Australia needs government funded speciality diagnostic clinics to ensure the earlier detection of pancreatic and other “forgotten cancers”, says Cancer Council Australia.
Pancreatic cancer is 1 of the 10 most common cancers in both men and women in Australia.
Like lung cancer – Australia’s biggest cancer killer – it’s five year survival rate is poor.
Cancer Council Australia CEO, Professor Sanchia Aranda, says we still don’t have a systematic way of knowing why some people survive cancer and others don’t because the research hasn’t been funded.
“At present five-year survival for lung cancer is just 16 per cent, compared with 68 per cent for all cancers combined. Some of those survivors will be individuals who may have been lucky enough to get an early diagnosis and optimal treatment.
“The same random outcomes are likely to apply to other poor-survival cancers, particularly those in the abdominal area such as pancreatic, adrenal and kidney cancers.”
One of the reasons five-year breast cancer survival in Australia is at 90 per cent, she says, is that screening and treatment are well defined.
In a submission to a Senate Select Committee holding public hearings on Thursday, the Cancer Council and Clinical Oncology Society of Australia called on the government not to “loose sight” of existing technologies within the health system that can give today’s sufferers of hard-to-detect-and-treat cancers a better chance of survival.
“A starting point to learn from successes in breast cancer care could be to set up a pilot study, funded by the National Health and Medical Research Council (NHMRC), with people reporting intra-abdominal symptoms, which often get dismissed, being referred to a diagnostic clinic for monitoring,” Prof Aranda said.
The clinics would be staffed by general physicians and specialist nurses who would be able to diagnose quickly.

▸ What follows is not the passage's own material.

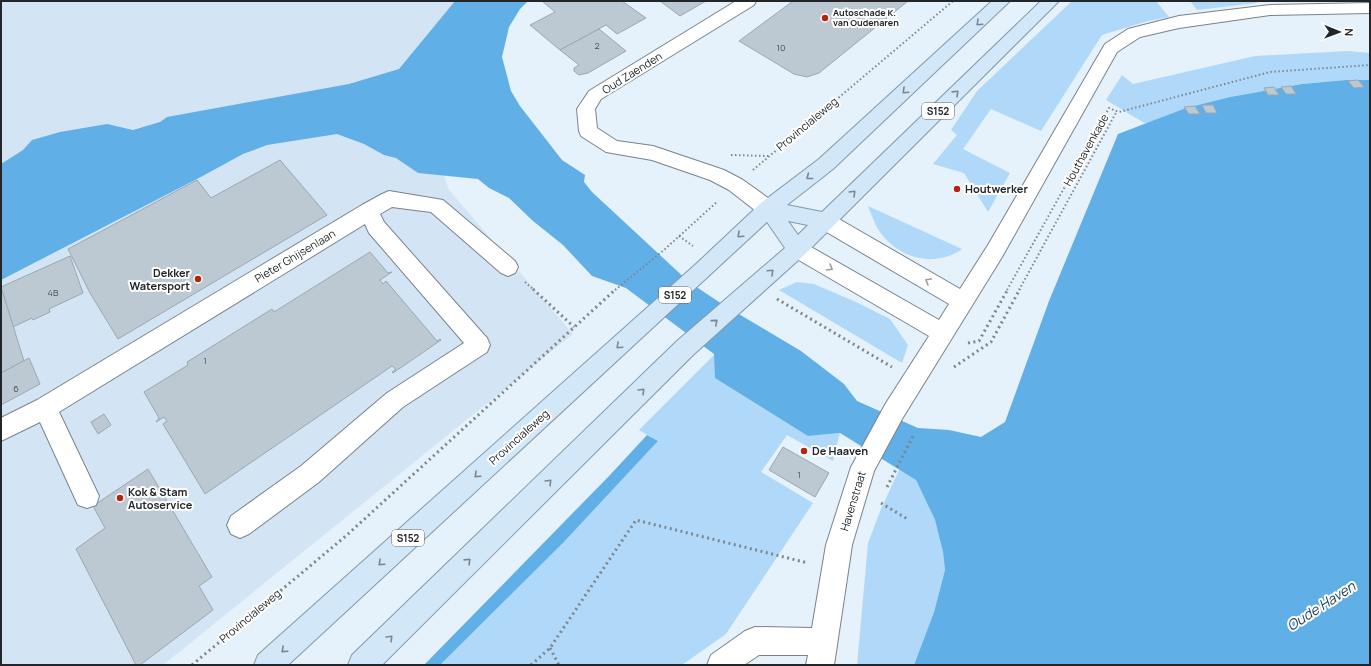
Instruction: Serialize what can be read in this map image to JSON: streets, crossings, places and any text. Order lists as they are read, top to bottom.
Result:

At the moment some patients can wait for up to six months for a cancer diagnosis and then it’s often too late, says Prof Aranda.
“One of the challenges with some of the poor survival cancers, that is those that are in the abdomen, is that there are many different types of specialists a patient could be referred to,” Prof Aranda told AAP.
“They also go into public clinics without a clear sense of urgency, so not knowing where to send patients is a difficulty for GPs if they don’t exactly know the organ, and then there are patients that end up waiting for diagnosis in cues and public clinics.
“The idea here would be that the GP would identify the need to exclude cancer as a diagnosis. Where at the moment our system sort of treats cancer as a diagnosis of last resort,” she said.